### Your instructions
The entries below are to be printed again word for word.

### Listed entries
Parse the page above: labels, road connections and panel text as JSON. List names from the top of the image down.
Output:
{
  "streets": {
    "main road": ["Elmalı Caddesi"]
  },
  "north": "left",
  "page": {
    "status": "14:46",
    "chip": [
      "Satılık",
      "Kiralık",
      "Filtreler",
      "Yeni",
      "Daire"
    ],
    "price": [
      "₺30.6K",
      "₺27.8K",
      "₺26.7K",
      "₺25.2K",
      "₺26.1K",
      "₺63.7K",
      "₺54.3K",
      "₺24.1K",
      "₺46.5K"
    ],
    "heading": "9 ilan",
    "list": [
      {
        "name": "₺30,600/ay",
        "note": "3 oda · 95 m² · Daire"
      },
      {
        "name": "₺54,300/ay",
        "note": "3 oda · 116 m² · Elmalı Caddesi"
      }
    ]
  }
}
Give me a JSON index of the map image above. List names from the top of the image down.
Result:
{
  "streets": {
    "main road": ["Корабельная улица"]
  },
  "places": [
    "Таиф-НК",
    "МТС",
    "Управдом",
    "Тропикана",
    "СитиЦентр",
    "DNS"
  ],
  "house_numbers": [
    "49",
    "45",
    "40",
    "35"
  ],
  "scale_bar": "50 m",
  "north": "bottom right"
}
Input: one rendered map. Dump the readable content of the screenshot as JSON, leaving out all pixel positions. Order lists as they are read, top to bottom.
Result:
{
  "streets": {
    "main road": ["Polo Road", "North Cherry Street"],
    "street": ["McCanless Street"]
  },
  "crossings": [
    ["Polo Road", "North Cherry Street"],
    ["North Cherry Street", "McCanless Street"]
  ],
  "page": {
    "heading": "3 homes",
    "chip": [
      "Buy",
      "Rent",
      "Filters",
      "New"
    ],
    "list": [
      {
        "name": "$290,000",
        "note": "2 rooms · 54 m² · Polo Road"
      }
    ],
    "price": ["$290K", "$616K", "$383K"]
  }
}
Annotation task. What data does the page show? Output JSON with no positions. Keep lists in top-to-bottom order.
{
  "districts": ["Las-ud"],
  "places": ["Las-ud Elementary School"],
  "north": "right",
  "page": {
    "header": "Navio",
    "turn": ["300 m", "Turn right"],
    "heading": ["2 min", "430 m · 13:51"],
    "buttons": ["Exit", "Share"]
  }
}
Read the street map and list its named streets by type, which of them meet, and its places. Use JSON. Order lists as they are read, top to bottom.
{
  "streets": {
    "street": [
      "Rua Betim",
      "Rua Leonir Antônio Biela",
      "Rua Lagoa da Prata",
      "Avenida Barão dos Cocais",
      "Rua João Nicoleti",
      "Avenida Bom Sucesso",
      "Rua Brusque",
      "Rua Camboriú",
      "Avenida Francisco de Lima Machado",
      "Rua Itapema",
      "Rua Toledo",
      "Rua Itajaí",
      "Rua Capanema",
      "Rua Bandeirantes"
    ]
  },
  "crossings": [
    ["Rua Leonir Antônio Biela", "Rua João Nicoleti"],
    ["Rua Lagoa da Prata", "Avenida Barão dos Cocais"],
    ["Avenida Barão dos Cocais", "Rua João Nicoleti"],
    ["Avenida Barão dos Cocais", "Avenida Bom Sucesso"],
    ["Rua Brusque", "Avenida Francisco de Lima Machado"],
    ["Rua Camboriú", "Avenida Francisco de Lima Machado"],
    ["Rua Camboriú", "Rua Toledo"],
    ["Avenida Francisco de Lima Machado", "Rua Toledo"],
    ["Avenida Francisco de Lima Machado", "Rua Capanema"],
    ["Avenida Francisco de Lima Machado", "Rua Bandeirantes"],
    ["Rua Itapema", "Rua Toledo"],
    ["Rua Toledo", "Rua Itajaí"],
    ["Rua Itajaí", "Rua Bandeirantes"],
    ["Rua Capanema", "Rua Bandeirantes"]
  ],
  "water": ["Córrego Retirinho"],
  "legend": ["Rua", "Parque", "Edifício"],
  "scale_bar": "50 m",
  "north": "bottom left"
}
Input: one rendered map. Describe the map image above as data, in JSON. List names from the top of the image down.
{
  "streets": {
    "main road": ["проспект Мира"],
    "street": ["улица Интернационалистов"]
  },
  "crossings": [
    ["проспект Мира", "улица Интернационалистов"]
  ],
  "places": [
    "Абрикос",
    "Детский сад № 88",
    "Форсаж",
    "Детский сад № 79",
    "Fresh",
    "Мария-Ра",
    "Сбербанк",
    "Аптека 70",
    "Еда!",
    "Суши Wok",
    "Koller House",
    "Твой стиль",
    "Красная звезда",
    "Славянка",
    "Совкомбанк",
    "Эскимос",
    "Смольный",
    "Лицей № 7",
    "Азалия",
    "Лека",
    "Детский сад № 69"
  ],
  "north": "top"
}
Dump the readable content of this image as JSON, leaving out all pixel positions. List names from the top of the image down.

### Answer space
Parse the page above: labels, road connections and panel text as JSON. List names from the top of the image down.
Output:
{
  "streets": {
    "main road": ["Elmalı Caddesi"]
  },
  "north": "left",
  "page": {
    "status": "14:46",
    "chip": [
      "Satılık",
      "Kiralık",
      "Filtreler",
      "Yeni",
      "Daire"
    ],
    "price": [
      "₺30.6K",
      "₺27.8K",
      "₺26.7K",
      "₺25.2K",
      "₺26.1K",
      "₺63.7K",
      "₺54.3K",
      "₺24.1K",
      "₺46.5K"
    ],
    "heading": "9 ilan",
    "list": [
      {
        "name": "₺30,600/ay",
        "note": "3 oda · 95 m² · Daire"
      },
      {
        "name": "₺54,300/ay",
        "note": "3 oda · 116 m² · Elmalı Caddesi"
      }
    ]
  }
}
Give me a JSON index of the map image above. List names from the top of the image down.
Result:
{
  "streets": {
    "main road": ["Корабельная улица"]
  },
  "places": [
    "Таиф-НК",
    "МТС",
    "Управдом",
    "Тропикана",
    "СитиЦентр",
    "DNS"
  ],
  "house_numbers": [
    "49",
    "45",
    "40",
    "35"
  ],
  "scale_bar": "50 m",
  "north": "bottom right"
}
Input: one rendered map. Dump the readable content of the screenshot as JSON, leaving out all pixel positions. Order lists as they are read, top to bottom.
Result:
{
  "streets": {
    "main road": ["Polo Road", "North Cherry Street"],
    "street": ["McCanless Street"]
  },
  "crossings": [
    ["Polo Road", "North Cherry Street"],
    ["North Cherry Street", "McCanless Street"]
  ],
  "page": {
    "heading": "3 homes",
    "chip": [
      "Buy",
      "Rent",
      "Filters",
      "New"
    ],
    "list": [
      {
        "name": "$290,000",
        "note": "2 rooms · 54 m² · Polo Road"
      }
    ],
    "price": ["$290K", "$616K", "$383K"]
  }
}
Annotation task. What data does the page show? Output JSON with no positions. Keep lists in top-to-bottom order.
{
  "districts": ["Las-ud"],
  "places": ["Las-ud Elementary School"],
  "north": "right",
  "page": {
    "header": "Navio",
    "turn": ["300 m", "Turn right"],
    "heading": ["2 min", "430 m · 13:51"],
    "buttons": ["Exit", "Share"]
  }
}
Read the street map and list its named streets by type, which of them meet, and its places. Use JSON. Order lists as they are read, top to bottom.
{
  "streets": {
    "street": [
      "Rua Betim",
      "Rua Leonir Antônio Biela",
      "Rua Lagoa da Prata",
      "Avenida Barão dos Cocais",
      "Rua João Nicoleti",
      "Avenida Bom Sucesso",
      "Rua Brusque",
      "Rua Camboriú",
      "Avenida Francisco de Lima Machado",
      "Rua Itapema",
      "Rua Toledo",
      "Rua Itajaí",
      "Rua Capanema",
      "Rua Bandeirantes"
    ]
  },
  "crossings": [
    ["Rua Leonir Antônio Biela", "Rua João Nicoleti"],
    ["Rua Lagoa da Prata", "Avenida Barão dos Cocais"],
    ["Avenida Barão dos Cocais", "Rua João Nicoleti"],
    ["Avenida Barão dos Cocais", "Avenida Bom Sucesso"],
    ["Rua Brusque", "Avenida Francisco de Lima Machado"],
    ["Rua Camboriú", "Avenida Francisco de Lima Machado"],
    ["Rua Camboriú", "Rua Toledo"],
    ["Avenida Francisco de Lima Machado", "Rua Toledo"],
    ["Avenida Francisco de Lima Machado", "Rua Capanema"],
    ["Avenida Francisco de Lima Machado", "Rua Bandeirantes"],
    ["Rua Itapema", "Rua Toledo"],
    ["Rua Toledo", "Rua Itajaí"],
    ["Rua Itajaí", "Rua Bandeirantes"],
    ["Rua Capanema", "Rua Bandeirantes"]
  ],
  "water": ["Córrego Retirinho"],
  "legend": ["Rua", "Parque", "Edifício"],
  "scale_bar": "50 m",
  "north": "bottom left"
}
Input: one rendered map. Describe the map image above as data, in JSON. List names from the top of the image down.
{
  "streets": {
    "main road": ["проспект Мира"],
    "street": ["улица Интернационалистов"]
  },
  "crossings": [
    ["проспект Мира", "улица Интернационалистов"]
  ],
  "places": [
    "Абрикос",
    "Детский сад № 88",
    "Форсаж",
    "Детский сад № 79",
    "Fresh",
    "Мария-Ра",
    "Сбербанк",
    "Аптека 70",
    "Еда!",
    "Суши Wok",
    "Koller House",
    "Твой стиль",
    "Красная звезда",
    "Славянка",
    "Совкомбанк",
    "Эскимос",
    "Смольный",
    "Лицей № 7",
    "Азалия",
    "Лека",
    "Детский сад № 69"
  ],
  "north": "top"
}
Dump the readable content of this image as JSON, leaving out all pixel positions. List names from the top of the image down.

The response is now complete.